Instructions to follow: Print every record exactly, but leave out the pictures.

##### Excerpted records

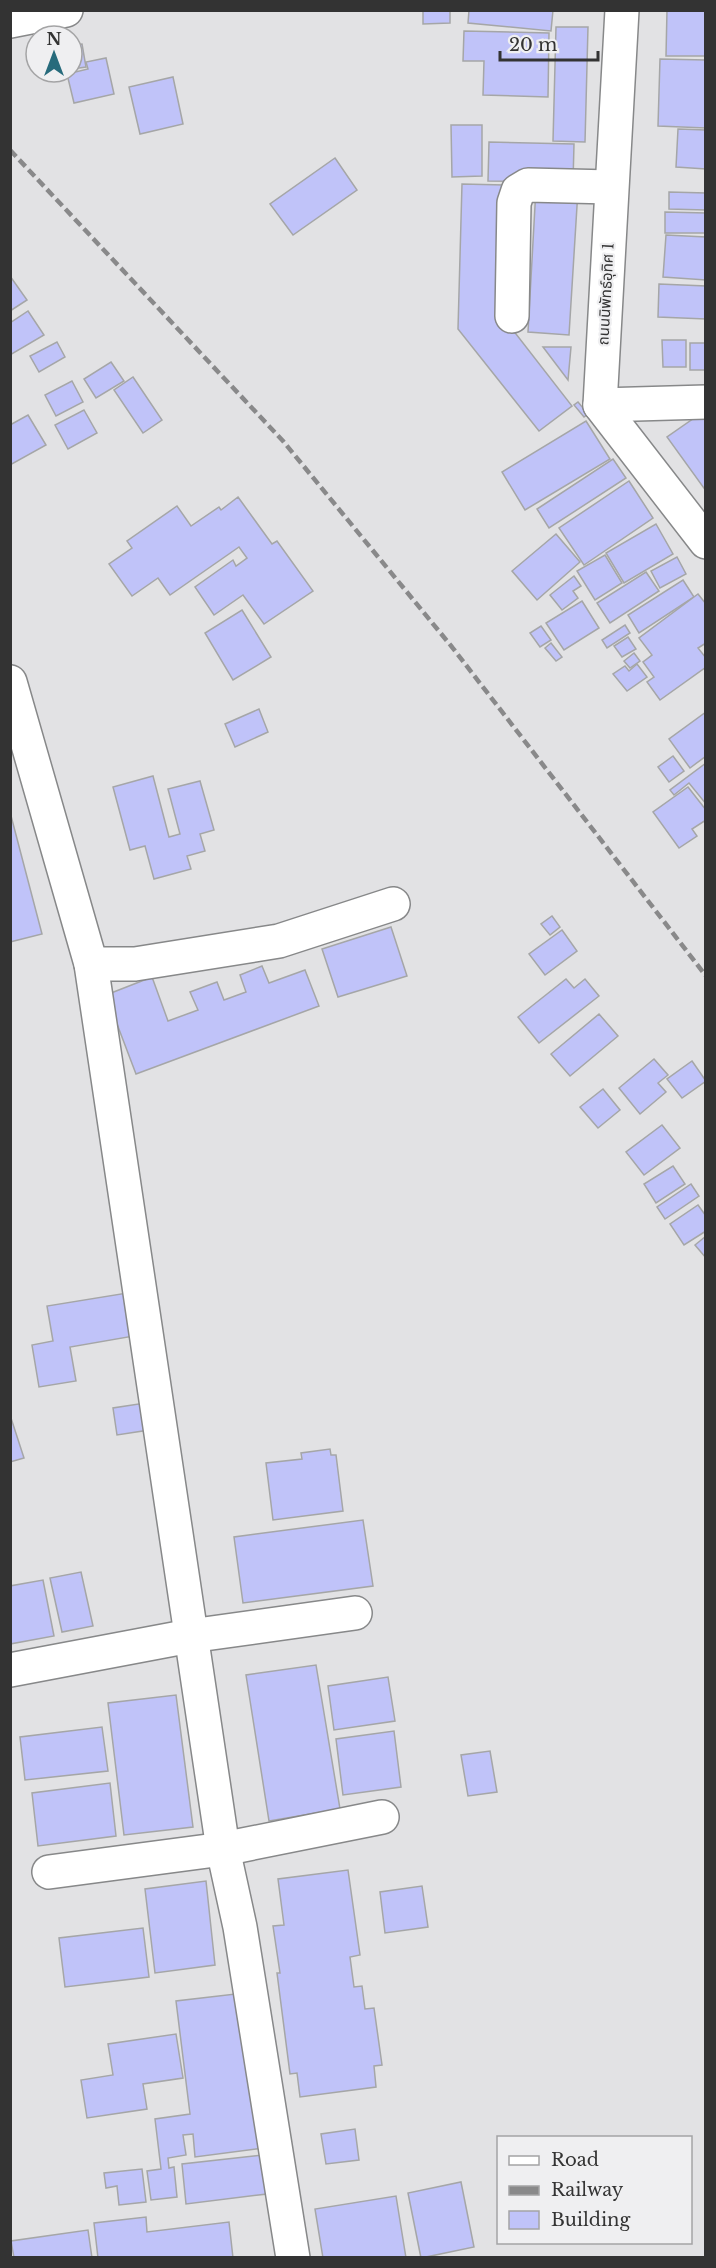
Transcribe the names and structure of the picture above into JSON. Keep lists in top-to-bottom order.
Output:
{
  "streets": {
    "street": ["ถนนนิพัทธ์อุทิศ 1"]
  },
  "legend": ["Road", "Railway", "Building"],
  "scale_bar": "20 m",
  "north": "top"
}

##########

Solution to this exercise:
Transcribe the names and structure of the picture above into JSON. Keep lists in top-to-bottom order.
Output:
{
  "streets": {
    "street": ["ถนนนิพัทธ์อุทิศ 1"]
  },
  "legend": ["Road", "Railway", "Building"],
  "scale_bar": "20 m",
  "north": "top"
}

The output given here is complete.